*Instructions for the task:* Check every line of the data and copy the ones where "screenshot" appears.
[Start of section]
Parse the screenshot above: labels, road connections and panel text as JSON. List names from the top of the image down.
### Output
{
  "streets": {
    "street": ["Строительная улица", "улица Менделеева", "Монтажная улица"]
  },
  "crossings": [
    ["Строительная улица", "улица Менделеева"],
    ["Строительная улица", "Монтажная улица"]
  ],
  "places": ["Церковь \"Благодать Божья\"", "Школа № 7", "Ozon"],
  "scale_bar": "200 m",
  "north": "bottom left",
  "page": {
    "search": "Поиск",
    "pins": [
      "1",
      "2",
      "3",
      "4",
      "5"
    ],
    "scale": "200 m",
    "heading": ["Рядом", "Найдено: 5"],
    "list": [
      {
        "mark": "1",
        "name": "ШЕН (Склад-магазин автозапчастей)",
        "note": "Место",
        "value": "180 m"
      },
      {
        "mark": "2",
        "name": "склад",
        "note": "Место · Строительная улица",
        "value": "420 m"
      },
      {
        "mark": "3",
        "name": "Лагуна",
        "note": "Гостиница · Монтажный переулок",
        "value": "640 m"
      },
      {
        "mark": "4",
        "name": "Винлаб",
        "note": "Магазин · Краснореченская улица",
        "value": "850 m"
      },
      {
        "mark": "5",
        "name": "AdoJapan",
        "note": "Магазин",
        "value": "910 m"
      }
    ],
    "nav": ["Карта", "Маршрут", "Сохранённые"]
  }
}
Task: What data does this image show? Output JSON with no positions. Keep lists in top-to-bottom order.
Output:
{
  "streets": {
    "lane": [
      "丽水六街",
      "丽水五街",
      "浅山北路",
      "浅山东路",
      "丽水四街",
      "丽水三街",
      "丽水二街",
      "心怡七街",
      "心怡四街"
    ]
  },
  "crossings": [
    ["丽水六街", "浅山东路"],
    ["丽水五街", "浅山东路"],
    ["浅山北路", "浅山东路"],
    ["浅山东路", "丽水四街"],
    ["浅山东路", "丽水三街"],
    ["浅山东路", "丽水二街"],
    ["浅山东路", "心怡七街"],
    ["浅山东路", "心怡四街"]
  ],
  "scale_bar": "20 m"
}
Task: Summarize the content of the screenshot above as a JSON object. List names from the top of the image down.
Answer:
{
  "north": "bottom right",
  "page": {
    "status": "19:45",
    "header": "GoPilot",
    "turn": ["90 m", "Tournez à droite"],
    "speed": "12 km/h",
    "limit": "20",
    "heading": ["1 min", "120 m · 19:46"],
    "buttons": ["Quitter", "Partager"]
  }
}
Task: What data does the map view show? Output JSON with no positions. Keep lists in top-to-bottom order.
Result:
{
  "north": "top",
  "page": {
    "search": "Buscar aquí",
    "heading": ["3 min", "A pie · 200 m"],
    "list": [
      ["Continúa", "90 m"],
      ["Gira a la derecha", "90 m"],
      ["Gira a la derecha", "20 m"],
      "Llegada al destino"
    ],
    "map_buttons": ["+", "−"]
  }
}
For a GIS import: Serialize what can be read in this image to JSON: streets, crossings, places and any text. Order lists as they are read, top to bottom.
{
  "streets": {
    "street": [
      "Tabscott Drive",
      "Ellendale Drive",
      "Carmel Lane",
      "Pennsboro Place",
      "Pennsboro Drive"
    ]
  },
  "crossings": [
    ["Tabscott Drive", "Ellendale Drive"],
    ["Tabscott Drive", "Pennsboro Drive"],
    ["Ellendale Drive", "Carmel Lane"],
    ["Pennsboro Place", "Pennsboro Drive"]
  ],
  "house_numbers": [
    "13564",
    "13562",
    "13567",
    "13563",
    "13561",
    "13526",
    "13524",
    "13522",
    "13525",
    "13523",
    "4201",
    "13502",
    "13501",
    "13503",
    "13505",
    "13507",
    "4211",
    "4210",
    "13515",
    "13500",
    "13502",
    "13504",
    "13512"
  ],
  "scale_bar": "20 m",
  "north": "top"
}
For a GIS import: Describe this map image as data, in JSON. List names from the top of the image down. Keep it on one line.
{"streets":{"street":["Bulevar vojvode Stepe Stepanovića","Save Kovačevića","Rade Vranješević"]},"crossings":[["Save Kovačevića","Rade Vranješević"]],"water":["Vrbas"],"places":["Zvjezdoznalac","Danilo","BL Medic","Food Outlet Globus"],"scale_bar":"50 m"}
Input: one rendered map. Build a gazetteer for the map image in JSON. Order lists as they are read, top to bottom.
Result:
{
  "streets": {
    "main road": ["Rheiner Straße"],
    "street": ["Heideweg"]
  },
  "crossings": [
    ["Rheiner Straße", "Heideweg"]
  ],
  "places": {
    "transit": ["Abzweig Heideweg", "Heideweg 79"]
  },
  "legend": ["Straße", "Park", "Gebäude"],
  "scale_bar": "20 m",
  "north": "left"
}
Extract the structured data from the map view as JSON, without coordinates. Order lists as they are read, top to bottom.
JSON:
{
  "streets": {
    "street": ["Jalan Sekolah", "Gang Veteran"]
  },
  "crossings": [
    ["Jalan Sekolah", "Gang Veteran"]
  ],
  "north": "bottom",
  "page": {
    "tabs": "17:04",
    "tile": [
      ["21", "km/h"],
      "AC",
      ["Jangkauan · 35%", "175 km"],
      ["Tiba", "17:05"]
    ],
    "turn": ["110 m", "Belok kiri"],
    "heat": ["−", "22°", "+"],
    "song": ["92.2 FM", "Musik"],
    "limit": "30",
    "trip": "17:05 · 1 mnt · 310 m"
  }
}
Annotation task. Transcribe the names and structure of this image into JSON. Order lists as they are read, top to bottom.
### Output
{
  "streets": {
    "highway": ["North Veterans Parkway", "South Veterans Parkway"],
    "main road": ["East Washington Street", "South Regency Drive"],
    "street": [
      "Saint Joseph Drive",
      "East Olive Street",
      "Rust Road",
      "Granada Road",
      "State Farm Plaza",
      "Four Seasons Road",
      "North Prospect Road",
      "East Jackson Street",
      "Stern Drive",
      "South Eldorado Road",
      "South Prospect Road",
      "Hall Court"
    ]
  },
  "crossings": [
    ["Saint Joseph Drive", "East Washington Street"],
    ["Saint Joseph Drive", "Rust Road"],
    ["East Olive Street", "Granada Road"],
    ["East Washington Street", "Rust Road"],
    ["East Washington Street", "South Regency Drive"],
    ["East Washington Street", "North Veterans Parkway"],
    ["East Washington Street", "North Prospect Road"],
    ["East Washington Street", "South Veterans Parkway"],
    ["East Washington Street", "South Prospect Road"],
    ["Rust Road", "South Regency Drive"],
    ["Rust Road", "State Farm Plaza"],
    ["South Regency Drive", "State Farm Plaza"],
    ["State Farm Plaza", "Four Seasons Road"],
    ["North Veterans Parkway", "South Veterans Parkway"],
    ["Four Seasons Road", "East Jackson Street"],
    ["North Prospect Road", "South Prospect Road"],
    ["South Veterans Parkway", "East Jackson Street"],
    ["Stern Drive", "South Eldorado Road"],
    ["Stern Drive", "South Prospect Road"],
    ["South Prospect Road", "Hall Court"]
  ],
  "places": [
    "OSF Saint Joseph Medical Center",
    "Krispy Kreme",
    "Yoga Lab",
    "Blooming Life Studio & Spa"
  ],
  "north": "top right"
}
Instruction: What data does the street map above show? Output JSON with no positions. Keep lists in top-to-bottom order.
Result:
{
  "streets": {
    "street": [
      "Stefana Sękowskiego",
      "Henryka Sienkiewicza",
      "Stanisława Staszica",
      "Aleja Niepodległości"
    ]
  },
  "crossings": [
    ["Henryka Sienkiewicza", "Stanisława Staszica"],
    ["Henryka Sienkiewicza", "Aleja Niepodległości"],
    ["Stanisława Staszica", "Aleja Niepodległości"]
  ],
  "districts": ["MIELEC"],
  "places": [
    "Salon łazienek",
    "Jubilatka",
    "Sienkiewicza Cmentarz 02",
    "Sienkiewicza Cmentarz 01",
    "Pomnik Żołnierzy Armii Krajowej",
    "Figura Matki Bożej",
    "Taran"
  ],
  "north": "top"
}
[End of section]
*Output of the exercise:*
Parse the screenshot above: labels, road connections and panel text as JSON. List names from the top of the image down.
Task: Summarize the content of the screenshot above as a JSON object. List names from the top of the image down.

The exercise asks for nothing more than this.